From the entries below, please output exactly the lines starting at the one containing "Enumerate all labels, markers" and ending at the one containing "Please mark all labels, symbols", both included.
··· Entries supplied ···
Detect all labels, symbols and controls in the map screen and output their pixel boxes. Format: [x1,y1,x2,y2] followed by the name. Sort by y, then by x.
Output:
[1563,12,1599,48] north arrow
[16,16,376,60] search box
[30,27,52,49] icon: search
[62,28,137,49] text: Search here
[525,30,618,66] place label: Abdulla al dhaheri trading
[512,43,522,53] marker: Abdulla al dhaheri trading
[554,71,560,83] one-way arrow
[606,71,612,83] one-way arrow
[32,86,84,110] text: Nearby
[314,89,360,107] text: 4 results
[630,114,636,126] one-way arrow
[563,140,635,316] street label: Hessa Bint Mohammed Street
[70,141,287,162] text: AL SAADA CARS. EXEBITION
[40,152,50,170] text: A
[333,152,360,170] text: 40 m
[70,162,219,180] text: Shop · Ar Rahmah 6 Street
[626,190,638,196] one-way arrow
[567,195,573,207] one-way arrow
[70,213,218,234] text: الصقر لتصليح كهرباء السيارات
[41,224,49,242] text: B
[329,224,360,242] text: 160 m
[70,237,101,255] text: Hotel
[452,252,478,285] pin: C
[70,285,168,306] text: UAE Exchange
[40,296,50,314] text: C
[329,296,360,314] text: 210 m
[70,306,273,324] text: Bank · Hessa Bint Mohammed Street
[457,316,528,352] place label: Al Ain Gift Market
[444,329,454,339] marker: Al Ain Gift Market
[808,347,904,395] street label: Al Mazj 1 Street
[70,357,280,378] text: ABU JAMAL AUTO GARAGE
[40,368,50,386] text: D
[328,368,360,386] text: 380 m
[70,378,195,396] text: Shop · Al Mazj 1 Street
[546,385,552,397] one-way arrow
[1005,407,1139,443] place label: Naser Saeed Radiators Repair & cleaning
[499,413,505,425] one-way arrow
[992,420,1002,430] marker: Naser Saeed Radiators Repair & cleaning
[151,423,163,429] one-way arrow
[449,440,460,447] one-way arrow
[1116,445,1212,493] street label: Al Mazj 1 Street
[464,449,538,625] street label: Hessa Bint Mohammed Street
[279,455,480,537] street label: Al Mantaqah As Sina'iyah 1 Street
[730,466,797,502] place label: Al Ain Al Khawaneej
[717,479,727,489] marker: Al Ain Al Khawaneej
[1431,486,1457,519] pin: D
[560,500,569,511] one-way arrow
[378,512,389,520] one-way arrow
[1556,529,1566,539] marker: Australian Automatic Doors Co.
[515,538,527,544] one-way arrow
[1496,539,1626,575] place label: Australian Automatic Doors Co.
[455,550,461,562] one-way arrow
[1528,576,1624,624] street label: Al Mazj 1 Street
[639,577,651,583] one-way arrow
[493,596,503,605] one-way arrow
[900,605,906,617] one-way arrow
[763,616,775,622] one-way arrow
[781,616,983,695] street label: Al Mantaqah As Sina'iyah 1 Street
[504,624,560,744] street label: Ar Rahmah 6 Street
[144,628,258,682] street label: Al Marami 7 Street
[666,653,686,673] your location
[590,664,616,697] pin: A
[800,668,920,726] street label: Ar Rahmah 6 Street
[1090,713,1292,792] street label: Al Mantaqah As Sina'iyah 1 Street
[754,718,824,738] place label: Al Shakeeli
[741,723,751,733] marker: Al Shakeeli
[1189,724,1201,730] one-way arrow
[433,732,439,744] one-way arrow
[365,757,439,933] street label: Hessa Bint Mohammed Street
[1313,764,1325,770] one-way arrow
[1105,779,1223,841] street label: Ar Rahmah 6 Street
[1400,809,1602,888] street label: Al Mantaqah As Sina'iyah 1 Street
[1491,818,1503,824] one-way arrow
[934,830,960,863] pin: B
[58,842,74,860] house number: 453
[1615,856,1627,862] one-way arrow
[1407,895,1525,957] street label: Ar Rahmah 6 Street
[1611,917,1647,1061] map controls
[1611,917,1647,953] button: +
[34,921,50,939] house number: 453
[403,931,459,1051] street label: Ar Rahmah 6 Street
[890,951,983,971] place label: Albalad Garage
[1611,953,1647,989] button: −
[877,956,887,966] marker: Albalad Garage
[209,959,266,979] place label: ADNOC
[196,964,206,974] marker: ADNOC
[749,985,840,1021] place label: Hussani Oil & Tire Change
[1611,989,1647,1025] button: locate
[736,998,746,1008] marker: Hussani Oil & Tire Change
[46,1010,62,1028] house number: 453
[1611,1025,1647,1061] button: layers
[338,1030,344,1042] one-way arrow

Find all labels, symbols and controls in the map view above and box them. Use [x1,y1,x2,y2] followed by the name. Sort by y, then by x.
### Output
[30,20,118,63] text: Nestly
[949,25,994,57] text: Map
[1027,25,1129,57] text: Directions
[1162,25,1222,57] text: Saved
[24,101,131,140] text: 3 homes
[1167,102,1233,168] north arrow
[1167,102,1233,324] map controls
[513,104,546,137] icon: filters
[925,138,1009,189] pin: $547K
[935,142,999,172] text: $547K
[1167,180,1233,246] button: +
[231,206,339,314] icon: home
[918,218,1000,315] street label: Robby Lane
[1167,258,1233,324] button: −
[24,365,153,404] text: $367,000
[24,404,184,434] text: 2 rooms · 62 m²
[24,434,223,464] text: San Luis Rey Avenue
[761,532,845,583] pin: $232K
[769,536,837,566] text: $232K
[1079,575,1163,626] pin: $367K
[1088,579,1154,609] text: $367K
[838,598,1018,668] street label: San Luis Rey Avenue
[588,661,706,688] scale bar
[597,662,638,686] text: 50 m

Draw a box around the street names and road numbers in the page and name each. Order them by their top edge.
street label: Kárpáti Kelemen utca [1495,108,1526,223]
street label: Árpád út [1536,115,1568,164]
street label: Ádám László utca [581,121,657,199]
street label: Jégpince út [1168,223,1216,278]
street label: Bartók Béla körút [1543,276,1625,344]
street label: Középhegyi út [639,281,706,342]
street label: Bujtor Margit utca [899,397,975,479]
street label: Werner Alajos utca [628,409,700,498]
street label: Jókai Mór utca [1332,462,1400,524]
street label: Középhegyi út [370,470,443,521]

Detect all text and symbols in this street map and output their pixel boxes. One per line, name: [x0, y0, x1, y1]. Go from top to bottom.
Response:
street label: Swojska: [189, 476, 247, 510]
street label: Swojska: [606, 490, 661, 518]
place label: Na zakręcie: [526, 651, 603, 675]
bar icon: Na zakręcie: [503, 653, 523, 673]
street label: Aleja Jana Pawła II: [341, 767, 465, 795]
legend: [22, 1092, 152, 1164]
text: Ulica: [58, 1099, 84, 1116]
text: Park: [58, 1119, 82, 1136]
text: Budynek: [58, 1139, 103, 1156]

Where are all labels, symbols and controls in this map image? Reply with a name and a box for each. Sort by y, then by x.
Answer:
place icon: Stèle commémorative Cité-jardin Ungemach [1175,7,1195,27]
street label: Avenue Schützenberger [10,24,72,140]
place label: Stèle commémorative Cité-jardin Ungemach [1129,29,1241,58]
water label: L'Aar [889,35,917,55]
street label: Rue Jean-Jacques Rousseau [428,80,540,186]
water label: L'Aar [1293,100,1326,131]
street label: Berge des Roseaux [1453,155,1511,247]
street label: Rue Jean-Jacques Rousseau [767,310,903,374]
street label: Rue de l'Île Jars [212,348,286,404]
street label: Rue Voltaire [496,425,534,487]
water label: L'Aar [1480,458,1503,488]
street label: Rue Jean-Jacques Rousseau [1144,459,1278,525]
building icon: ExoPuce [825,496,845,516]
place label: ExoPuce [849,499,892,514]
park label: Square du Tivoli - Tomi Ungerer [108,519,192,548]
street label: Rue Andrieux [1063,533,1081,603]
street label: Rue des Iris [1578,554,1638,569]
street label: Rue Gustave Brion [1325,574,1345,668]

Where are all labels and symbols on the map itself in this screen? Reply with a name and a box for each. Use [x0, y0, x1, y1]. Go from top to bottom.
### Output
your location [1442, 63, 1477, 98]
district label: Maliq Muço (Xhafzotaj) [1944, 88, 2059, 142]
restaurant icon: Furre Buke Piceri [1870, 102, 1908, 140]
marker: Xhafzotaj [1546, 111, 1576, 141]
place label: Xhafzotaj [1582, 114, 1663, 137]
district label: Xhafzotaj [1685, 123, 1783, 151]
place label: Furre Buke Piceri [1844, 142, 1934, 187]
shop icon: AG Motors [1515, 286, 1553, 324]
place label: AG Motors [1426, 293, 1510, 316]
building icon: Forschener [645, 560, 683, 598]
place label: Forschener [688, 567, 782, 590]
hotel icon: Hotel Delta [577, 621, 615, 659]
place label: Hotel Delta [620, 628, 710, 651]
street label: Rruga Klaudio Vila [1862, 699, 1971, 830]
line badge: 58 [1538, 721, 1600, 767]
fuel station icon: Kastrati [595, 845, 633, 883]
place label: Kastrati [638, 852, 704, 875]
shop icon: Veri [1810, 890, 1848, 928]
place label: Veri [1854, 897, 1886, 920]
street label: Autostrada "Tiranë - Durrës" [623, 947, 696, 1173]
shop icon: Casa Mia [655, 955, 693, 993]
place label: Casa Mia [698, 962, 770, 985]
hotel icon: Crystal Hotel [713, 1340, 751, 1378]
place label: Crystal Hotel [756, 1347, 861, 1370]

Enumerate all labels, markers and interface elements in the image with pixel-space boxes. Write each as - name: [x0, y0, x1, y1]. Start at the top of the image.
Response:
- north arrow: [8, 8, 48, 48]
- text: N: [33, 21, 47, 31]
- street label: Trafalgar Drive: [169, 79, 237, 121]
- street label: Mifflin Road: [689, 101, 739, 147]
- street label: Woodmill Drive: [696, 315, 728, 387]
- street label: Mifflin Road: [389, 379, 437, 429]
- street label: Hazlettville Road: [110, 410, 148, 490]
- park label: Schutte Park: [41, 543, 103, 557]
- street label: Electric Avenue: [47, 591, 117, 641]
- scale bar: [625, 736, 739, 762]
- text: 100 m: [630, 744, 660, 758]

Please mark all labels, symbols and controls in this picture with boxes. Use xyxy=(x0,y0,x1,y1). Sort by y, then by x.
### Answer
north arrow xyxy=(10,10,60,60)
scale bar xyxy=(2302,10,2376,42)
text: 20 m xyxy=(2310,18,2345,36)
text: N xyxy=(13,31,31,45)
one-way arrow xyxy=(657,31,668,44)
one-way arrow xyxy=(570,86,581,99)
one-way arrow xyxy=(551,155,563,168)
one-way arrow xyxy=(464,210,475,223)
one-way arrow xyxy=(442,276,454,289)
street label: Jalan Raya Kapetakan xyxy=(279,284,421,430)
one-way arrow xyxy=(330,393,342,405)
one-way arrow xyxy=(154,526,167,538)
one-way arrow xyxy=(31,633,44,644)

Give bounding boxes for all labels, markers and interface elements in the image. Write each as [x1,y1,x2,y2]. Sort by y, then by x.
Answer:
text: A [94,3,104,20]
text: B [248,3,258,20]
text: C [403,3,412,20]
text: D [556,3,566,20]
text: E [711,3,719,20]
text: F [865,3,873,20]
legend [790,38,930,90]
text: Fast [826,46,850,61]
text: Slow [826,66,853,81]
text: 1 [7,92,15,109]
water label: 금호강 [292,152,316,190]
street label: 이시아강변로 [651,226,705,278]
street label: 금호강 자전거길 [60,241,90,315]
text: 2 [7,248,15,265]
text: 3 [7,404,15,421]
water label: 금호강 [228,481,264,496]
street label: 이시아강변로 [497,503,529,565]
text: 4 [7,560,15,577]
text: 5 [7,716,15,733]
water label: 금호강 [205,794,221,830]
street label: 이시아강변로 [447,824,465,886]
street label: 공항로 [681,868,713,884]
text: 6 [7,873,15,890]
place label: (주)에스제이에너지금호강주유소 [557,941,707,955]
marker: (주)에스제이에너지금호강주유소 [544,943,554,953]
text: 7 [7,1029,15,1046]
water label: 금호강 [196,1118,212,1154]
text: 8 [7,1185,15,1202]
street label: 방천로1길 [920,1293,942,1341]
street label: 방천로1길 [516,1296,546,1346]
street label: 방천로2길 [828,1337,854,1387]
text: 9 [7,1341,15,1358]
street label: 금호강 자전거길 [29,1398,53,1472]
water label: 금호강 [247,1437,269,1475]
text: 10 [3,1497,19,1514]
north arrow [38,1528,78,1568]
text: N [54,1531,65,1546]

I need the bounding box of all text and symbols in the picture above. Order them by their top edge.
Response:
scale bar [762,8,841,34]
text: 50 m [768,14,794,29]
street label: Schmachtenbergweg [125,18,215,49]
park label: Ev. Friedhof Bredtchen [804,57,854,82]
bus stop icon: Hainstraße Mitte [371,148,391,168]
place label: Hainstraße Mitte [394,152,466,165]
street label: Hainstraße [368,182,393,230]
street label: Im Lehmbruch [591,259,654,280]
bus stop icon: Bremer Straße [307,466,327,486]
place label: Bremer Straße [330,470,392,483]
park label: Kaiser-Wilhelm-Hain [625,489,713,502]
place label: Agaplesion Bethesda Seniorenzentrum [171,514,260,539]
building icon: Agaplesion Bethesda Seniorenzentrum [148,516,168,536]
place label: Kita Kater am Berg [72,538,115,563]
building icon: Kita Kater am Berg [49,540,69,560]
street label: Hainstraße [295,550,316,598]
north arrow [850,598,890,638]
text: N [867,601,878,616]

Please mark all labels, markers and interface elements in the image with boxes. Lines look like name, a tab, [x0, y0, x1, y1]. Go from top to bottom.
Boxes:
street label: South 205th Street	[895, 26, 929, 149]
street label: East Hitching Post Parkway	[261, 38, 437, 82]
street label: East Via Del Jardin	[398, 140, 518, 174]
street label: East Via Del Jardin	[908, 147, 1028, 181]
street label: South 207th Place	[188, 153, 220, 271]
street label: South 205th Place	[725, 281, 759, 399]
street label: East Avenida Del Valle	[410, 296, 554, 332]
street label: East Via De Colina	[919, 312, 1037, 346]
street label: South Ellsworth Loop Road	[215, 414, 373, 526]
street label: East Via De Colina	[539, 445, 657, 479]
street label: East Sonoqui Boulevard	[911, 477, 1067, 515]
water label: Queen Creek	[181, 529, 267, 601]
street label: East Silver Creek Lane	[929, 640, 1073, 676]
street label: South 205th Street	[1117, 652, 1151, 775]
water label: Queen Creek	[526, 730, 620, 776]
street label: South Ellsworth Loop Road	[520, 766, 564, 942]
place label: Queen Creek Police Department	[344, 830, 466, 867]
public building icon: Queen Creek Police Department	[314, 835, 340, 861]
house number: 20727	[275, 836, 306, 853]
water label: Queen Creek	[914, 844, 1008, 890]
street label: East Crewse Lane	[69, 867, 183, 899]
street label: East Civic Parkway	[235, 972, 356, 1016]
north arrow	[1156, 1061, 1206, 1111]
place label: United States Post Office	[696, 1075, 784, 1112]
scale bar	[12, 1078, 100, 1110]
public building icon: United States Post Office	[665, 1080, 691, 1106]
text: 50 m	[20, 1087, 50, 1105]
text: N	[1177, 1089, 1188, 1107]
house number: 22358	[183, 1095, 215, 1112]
···
[Result of this exercise]
Enumerate all labels, markers and interface elements in the image with pixel-space boxes. Write each as - name: [x0, y0, x1, y1]. Start at the top of the image.
Response:
- north arrow: [8, 8, 48, 48]
- text: N: [33, 21, 47, 31]
- street label: Trafalgar Drive: [169, 79, 237, 121]
- street label: Mifflin Road: [689, 101, 739, 147]
- street label: Woodmill Drive: [696, 315, 728, 387]
- street label: Mifflin Road: [389, 379, 437, 429]
- street label: Hazlettville Road: [110, 410, 148, 490]
- park label: Schutte Park: [41, 543, 103, 557]
- street label: Electric Avenue: [47, 591, 117, 641]
- scale bar: [625, 736, 739, 762]
- text: 100 m: [630, 744, 660, 758]

Please mark all labels, symbols and controls in this picture with boxes. Use xyxy=(x0,y0,x1,y1). Sort by y, then by x.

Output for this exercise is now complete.